■ REQUIRED WORK ■
Going line by line through the data below, report how many lines include the word "body", with nothing added.

########

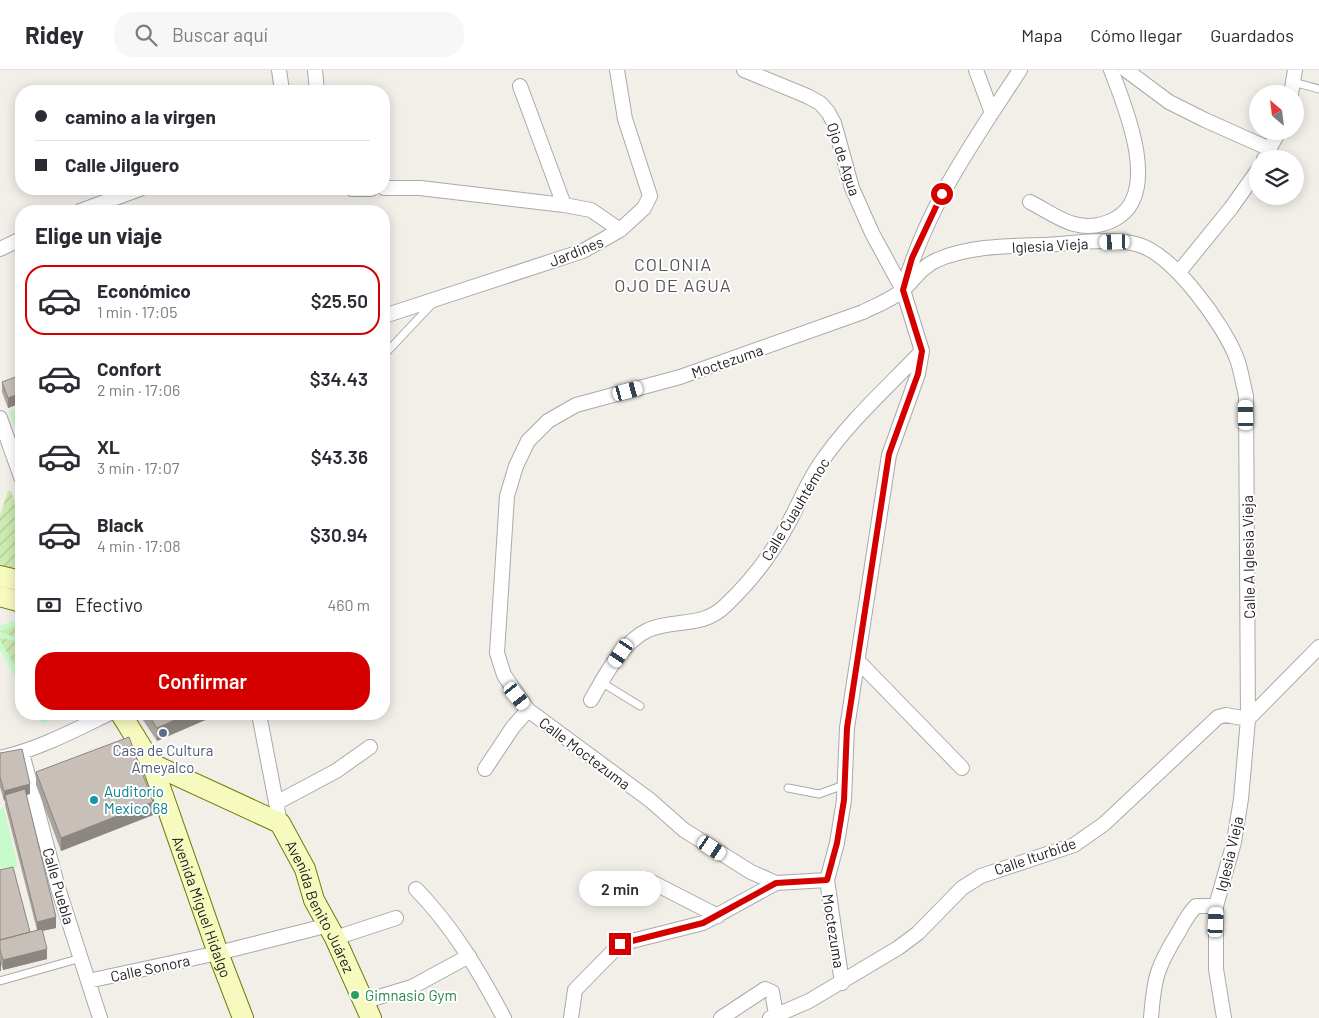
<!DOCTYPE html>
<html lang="es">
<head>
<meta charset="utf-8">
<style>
	:root { --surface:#fff; --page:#f7f7f7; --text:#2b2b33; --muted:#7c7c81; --line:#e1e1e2; --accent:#d40000 }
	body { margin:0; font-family:Barlow,sans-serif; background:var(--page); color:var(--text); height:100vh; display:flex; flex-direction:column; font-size:19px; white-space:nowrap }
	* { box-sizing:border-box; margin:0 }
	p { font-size:16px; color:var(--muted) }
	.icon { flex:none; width:28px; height:28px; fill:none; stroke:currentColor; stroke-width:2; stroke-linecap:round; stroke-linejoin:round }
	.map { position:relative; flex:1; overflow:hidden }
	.side { position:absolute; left:15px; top:135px; width:375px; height:515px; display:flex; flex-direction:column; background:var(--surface); border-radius:20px; box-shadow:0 2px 12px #0003 }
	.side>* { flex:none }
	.top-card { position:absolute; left:15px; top:15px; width:375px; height:110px; border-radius:20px; box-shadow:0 2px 12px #0003; display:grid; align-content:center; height:110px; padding:0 20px; background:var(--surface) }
	.needle { width:32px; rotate:332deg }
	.buttons { position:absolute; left:1249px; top:15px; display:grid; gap:10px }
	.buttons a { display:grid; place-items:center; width:55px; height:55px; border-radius:50%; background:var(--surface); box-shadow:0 2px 12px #0003; font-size:25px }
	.end { position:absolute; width:22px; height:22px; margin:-11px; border:6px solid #d40000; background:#fff; box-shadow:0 0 0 2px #fff }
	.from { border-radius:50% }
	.bubble { position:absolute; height:35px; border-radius:18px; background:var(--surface); box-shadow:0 2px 12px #0003; font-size:16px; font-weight:600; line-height:35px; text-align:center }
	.car { position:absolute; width:15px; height:30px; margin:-15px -8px; border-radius:6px; box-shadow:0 0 4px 1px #0007; background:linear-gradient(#fff 24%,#345 0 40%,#fff 0 76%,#345 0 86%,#fff 0) }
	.top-card b { display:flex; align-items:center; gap:18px; height:48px; font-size:19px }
	.top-card b+b { border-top:1px solid var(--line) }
	.top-card i { width:12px; height:12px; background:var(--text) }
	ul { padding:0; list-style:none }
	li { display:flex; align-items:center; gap:15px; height:70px; margin:0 10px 8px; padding:0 10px; border:2px solid transparent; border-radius:20px }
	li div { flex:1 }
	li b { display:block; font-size:19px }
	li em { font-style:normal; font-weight:600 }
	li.active { border-color:var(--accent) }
	li>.icon { width:45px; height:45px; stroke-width:1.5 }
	h2 { padding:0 20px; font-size:22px; line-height:60px }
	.pay { display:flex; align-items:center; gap:12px; height:55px; padding:0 20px; font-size:19px }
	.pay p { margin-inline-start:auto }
	.cta { display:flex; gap:10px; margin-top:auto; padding:10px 20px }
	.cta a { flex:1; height:58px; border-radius:20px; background:var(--accent); color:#fff; font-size:20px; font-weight:600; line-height:58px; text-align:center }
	header { display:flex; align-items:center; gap:30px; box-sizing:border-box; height:70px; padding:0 25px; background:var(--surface); border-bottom:1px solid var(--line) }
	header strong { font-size:24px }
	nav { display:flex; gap:28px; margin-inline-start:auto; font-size:18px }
	.search { width:350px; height:45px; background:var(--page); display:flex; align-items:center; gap:12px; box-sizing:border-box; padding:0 18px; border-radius:20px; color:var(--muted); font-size:19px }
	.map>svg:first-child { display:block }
</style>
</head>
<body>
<header>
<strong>Ridey</strong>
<div class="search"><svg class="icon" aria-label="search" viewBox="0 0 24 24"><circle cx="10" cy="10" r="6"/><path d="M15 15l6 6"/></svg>Buscar aquí</div>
<nav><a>Mapa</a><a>Cómo llegar</a><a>Guardados</a></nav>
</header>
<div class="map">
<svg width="1319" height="948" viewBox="0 0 1319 948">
	<defs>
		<pattern id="garden-furrows" width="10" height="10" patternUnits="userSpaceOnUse" patternTransform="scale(1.25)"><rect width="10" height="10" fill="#cdebb0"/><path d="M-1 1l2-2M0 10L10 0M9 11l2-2" fill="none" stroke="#b0c997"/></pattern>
	</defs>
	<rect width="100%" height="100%" fill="#f2efe9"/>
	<path fill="#c8facc" d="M21,334v43l-12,-36 12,-4z
		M21,548v70l-21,-38v-24z
		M36,644h24l-18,10z
		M4,738l14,59 -18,5v-63z"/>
	<path fill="url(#garden-furrows)" d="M8,421h3l10,27v47c-6,4 -14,2 -21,-1v-48z
		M21,553v16l-21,-7z
		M0,568l21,4v35l-21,-37z"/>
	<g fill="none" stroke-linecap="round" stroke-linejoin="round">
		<g stroke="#a9a9a9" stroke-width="9">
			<path id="lane" d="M1293,12l26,7
				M384,285l49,-52
				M384,396v2
				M601,612l39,24
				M788,718l31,6 25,-9
				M0,911l81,-23"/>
		</g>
		<g stroke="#a9a9a9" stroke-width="16">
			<path id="street" d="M279,0l3,21
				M315,0l2,21
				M617,0l8,49 25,77 -6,12 -24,22
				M744,0l63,26 13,7 8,9 6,11 18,65 20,45 31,57 19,61 -4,23 -29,81 -42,273 -3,72 -7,43 -10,37 15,103
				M976,0l16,43
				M1126,0l43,32 36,18 65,29
				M520,16l44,119
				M1291,24l4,-24
				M1264,89l15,-28
				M384,118h36l144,17 27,5 29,20 -37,21 -199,65
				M352,119h19
				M1030,132c14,7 29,18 44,22 15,4 28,2 41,-5 47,-25 10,-113 -4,-149
				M80,141l60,-22
				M0,179l21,-10
				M1179,202l52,-64 27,-38
				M904,217c23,-81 71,-148 116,-217
				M0,348l21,59
				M858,591l104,107
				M591,630c14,-24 30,-57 57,-70 27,-12 54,-1 78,-25 24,-23 46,-51 62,-81 11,-20 19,-41 32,-60 28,-42 68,-77 102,-113
				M259,644l21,109
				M1248,649l71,-72
				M22,683l36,135 42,130
				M0,688c39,-9 73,-27 108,-44
				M485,699l28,-42 15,-17
				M276,733l60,-32 34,-24
				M646,809l72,37
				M776,813l-25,-11 -67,-42 -34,-30 -122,-90 -24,-35 -7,-22 10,-157 9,-30 12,-25 20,-20 28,-16 104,-28 183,-65c14,-7 28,-12 40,-22 11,-10 19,-24 34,-30 32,-14 70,-14 104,-15 30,-1 66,-8 95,-1 37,9 88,81 101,115 4,11 6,25 9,37l2,323 -7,80 -7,43 -18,64v63l8,49
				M416,819c37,38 63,82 88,129
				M335,868l61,-20
				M88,911l130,-28 111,-28
				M362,932l50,-15 57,-31
				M571,948l4,-28 45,-46 83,-21 73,-40 51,-3
				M721,948l44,-29 7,3 4,22
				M770,948l39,-17 89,-53 20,-15 44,-45 19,-12 93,-31 30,-21 114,-107 8,-2 22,4
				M1151,948c3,-40 6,-51 27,-85 5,-9 10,-19 18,-27h20"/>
		</g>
		<g stroke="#707d05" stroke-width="22">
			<g id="secondary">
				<path d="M0,506l21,5"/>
				<path d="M0,526l21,6"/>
				<path id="s1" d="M121,644l31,50 66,189 25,65"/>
				<path id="s2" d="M152,694l128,59 25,46 9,31 21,38 36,80"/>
			</g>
		</g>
		<use href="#lane" stroke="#fff" stroke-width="7"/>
		<use href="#street" stroke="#fff" stroke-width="14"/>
		<use href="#secondary" stroke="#f7fabf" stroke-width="20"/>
	</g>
	<path fill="#aba49e" d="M21,305v28l-13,5 -6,-16v-10l17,-2v-4z
		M139,644h80l-62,27z
		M0,683l30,41 -4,1 30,133 -14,3 5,28 -44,11 -2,-6v7h-1v-101l30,62 7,-2 -32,-125v-5l-1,1 -4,-14z
		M36,702l117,43 -92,36 -25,-66z"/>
	<path fill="#8b8681" d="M21,323v10l-13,5v-10z
		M188,644h31l-62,27v-13z
		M30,714v10l-23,6 -2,-5v5l-1,1v-10z
		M153,732v13l-92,36v-13z
		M56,847v11l-19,4v-10z
		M47,879v10l-44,11v-10z
		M0,891h1v10h-1z"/>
	<path fill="#c7bfb8" stroke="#8b8681" d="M21,305v7l-2,-6z
		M18,306l3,11v6l-13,5 -6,-16z
		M148,644h40l-31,14z
		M129,667l24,65 -92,36 -25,-66z
		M22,679l8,35 -26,7 -4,-14v-24z
		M25,719l31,128 -19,5 -32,-127z
		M13,797l17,65 -30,8v-70z
		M42,859l5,20 -44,11 -3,-10v-10z"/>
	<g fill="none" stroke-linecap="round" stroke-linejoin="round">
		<path stroke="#d40000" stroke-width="6" d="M620,874l83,-21 73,-40 51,-3 10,-37 7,-43 3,-72 42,-274 29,-80 4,-23 -19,-61 9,-32 30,-64"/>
	</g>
	<circle fill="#5c6f8a" stroke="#fff" stroke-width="2" cx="163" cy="663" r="5"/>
	<circle fill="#0f9aa8" stroke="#fff" stroke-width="2" cx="94" cy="730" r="5"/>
	<circle fill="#2e9e5b" stroke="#fff" stroke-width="2" cx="355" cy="925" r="5"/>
	<g text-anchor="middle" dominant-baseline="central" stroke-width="4" stroke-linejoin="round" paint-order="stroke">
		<g font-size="15" fill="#222" stroke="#fff">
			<text transform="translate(844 89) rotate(72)">Ojo de Agua</text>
			<text transform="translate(1050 175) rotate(-3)">Iglesia Vieja</text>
			<text transform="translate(576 181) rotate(-22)">Jardines</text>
			<text transform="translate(727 291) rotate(-19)">Moctezuma</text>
			<text transform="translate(795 439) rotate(-59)">Calle Cuauhtémoc</text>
			<text transform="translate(1248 487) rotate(-91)">Calle A Iglesia Vieja</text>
			<text transform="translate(585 683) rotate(37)">Calle Moctezuma</text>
			<text transform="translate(1229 784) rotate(-77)">Iglesia Vieja</text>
			<text transform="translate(1035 786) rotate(-19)">Calle Iturbide</text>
			<text transform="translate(59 816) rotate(74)">Calle Puebla</text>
			<text stroke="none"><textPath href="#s1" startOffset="210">Avenida Miguel Hidalgo</textPath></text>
			<text stroke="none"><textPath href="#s2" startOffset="234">Avenida Benito Juárez</textPath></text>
			<text transform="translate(834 861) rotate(81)">Moctezuma</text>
			<text transform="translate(150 898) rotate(-12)">Calle Sonora</text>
		</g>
		<g font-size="15" fill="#4e5e75" stroke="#fff">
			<text x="163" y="680">Casa de Cultura<tspan x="163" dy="17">Ameyalco</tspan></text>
		</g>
		<g font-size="15" fill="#0d838f" stroke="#fff" text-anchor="start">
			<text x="104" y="721">Auditorio<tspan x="104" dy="17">Mexico 68</tspan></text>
		</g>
		<g font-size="15" fill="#27864d" stroke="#fff" text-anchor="start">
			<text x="365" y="925">Gimnasio Gym</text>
		</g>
		<g font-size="18" letter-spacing="1" fill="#555" stroke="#fff">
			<text x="673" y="194">COLONIA<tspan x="673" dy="21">OJO DE AGUA</tspan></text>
		</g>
	</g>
</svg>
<div class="buttons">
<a><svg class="needle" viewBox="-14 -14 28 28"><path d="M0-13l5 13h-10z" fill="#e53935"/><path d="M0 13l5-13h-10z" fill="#7c7c81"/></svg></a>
<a><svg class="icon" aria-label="layers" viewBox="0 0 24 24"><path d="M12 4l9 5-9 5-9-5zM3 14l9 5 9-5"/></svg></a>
</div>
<i class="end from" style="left:942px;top:124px"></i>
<i class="end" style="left:620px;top:874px"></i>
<div class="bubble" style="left:579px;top:801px;width:82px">2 min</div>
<i class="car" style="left:1115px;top:172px;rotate:268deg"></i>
<i class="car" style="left:628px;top:321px;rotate:75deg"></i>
<i class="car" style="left:1246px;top:345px;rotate:359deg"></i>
<i class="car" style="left:621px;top:583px;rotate:214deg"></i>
<i class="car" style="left:517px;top:626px;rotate:141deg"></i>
<i class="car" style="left:712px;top:778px;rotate:124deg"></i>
<i class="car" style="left:1216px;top:852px;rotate:3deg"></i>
<div class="top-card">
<b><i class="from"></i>camino a la virgen</b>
<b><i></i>Calle Jilguero</b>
</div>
<section class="side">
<h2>Elige un viaje</h2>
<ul>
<li class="active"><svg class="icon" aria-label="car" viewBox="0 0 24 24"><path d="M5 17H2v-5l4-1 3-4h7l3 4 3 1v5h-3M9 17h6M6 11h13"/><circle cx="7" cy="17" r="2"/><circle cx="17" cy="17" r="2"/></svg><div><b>Económico</b><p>1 min · 17:05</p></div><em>$25.50</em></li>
<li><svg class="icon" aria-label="car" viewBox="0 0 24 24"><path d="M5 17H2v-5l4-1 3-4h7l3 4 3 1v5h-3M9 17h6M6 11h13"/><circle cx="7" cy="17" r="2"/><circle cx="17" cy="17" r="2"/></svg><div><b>Confort</b><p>2 min · 17:06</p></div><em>$34.43</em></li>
<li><svg class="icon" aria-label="car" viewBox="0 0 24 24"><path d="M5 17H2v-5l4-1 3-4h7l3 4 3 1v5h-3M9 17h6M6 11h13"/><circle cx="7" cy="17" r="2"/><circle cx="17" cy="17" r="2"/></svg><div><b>XL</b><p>3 min · 17:07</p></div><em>$43.36</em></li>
<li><svg class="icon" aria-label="car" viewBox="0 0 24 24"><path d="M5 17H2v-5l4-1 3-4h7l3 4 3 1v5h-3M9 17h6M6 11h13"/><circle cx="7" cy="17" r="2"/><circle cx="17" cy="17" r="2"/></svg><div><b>Black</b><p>4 min · 17:08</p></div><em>$30.94</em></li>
</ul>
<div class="pay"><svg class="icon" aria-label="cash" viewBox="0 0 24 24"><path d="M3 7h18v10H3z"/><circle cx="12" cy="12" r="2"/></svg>Efectivo<p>460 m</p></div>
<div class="cta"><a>Confirmar</a></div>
</section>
</div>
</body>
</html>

########

■ REPLY TO THE TASK ■
3